| Quote #4 I started adding up all the things I couldn't do [...] I felt dreadfully inadequate [...] The one thing I was good at was winning scholarships and prizes, and that era was coming to an end. (7.9-18) |
Up until the summer before her senior year, Esther has done a good job of being a student of literature. But the thought of entering the real world terrifies her. The world she lives in seems to be about making money or spending money; it seems to have no place for the literary ideals that she cherishes.
| Quote #5 I saw the years of my life spaced along a road in the form of telephone poles, threaded together by wires. I counted one, two, three ... nineteen telephone poles, and then the wires dangled into space, and try as I would, I couldn't see a single pole beyond the nineteenth. (10.125) |
In this passage, Esther considers all of the conventionally acceptable options for a well-educated young woman like herself, but they all bore her – literally to death, as she can't imagine her life extending past her nineteenth year.

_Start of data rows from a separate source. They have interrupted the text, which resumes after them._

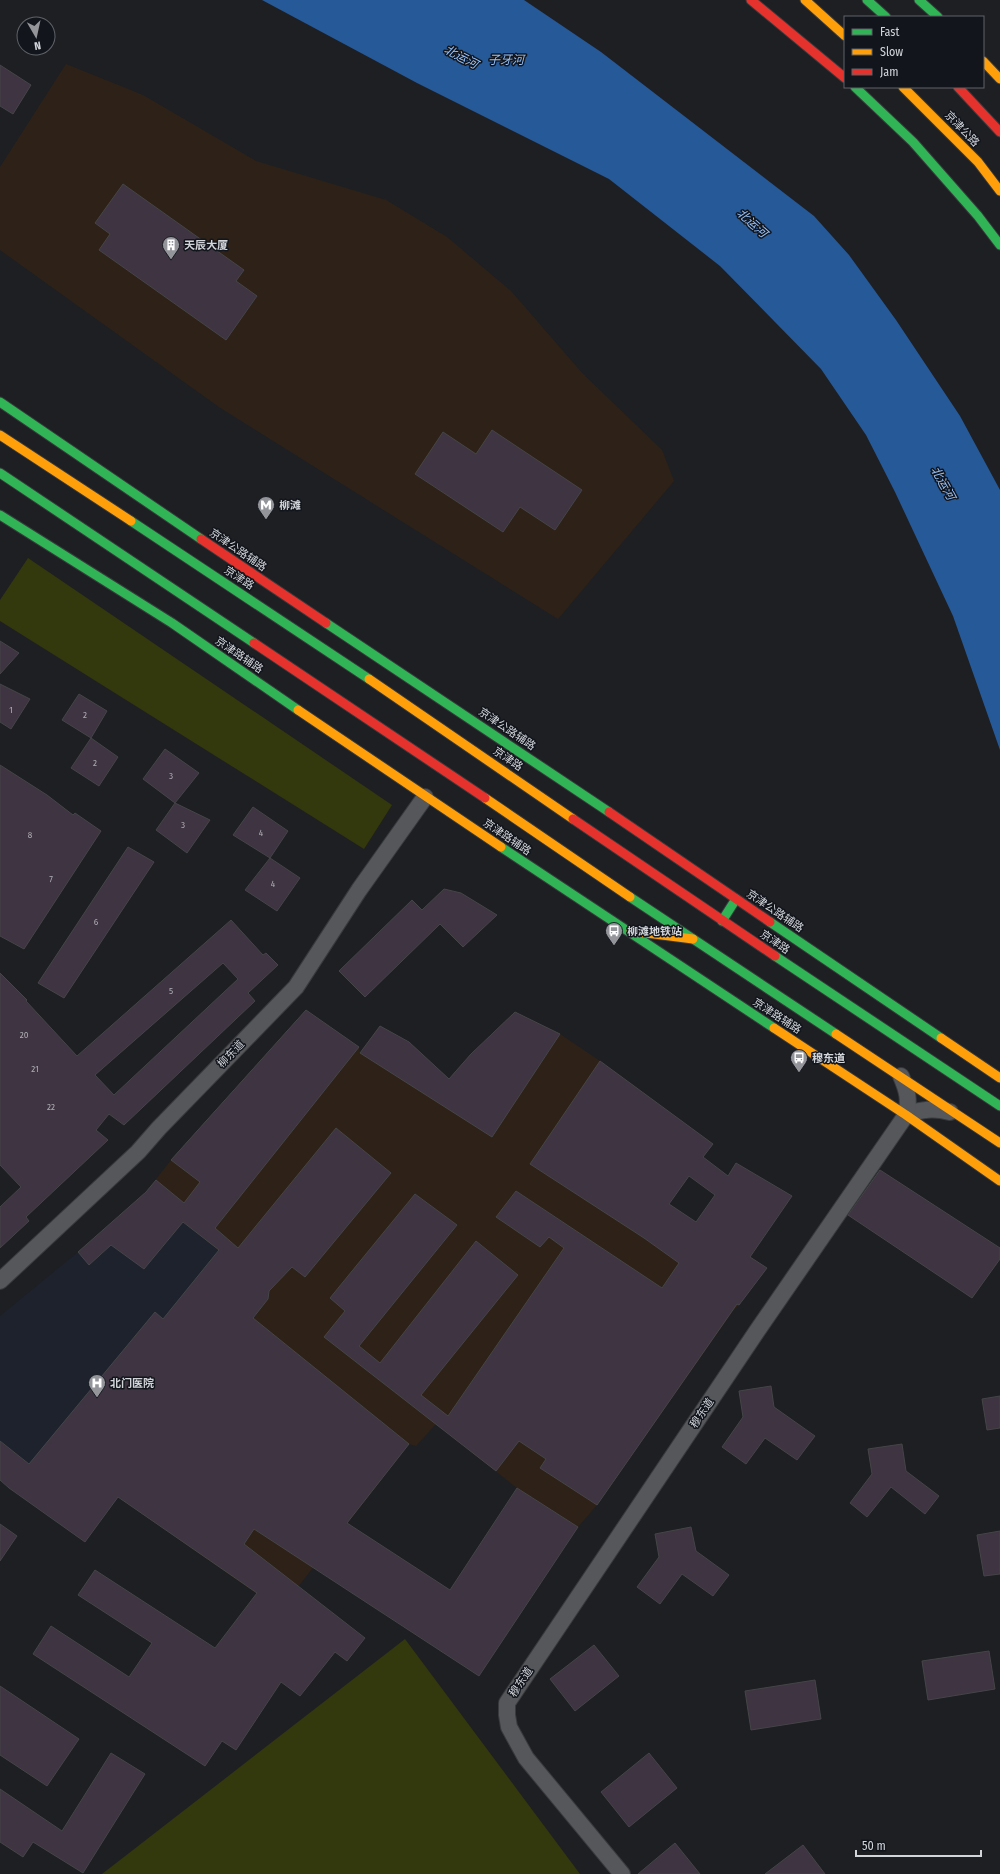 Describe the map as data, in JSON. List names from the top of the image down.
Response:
{
  "streets": {
    "main road": [
      "京津公路",
      "京津公路辅路",
      "京津路",
      "京津路辅路"
    ],
    "street": ["柳东道", "穆东道"]
  },
  "crossings": [
    ["京津路辅路", "柳东道"],
    ["京津路辅路", "穆东道"]
  ],
  "water": ["北运河", "子牙河"],
  "places": {
    "building": ["天辰大厦"],
    "metro station": ["柳滩"],
    "bus stop": ["柳滩地铁站", "穆东道"],
    "hospital": ["北门医院"]
  },
  "house_numbers": [
    "1",
    "2",
    "2",
    "3",
    "3",
    "4",
    "8",
    "7",
    "4",
    "6",
    "5",
    "20",
    "21",
    "22"
  ],
  "legend": ["Fast", "Slow", "Jam"],
  "scale_bar": "50 m",
  "north": "bottom"
} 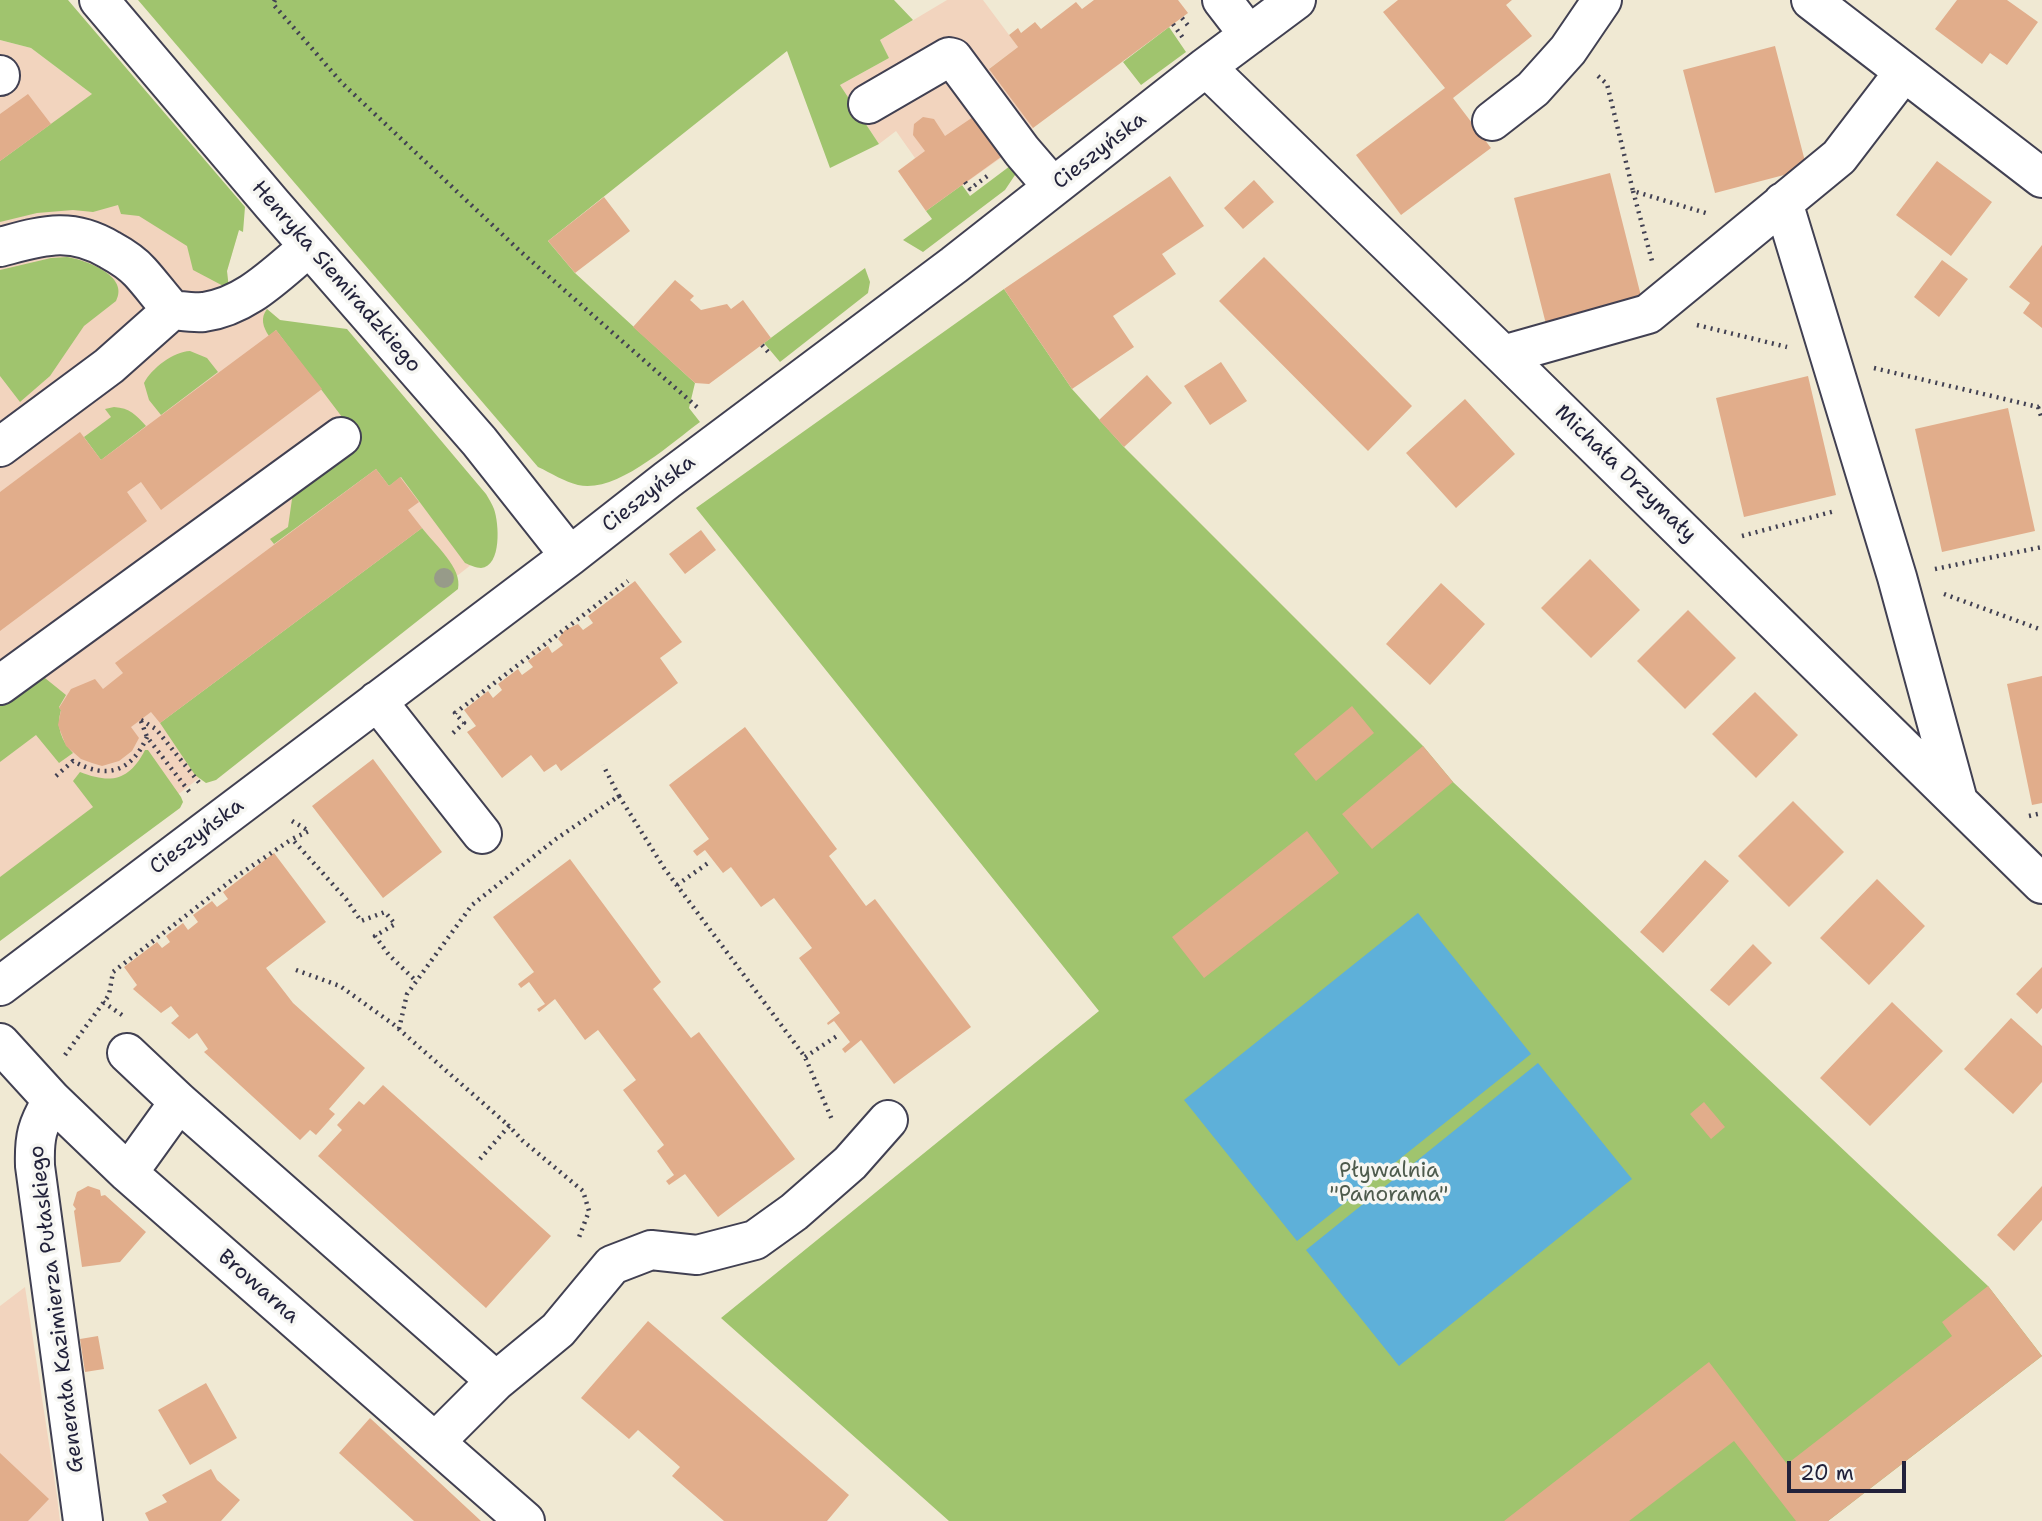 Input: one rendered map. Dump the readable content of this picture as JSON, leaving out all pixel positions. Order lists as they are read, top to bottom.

| Quote #6 The gray, padded roof closed over my head like the roof of a prison van, and the white, shining, identical clapboard houses with their interstices of well-groomed green proceeded past, one bar after another in a large but escape-proof cage. (10.34) |
While for many the American suburb represented American affluence, Esther feels imprisoned, particularly after the hustle and bustle of New York City.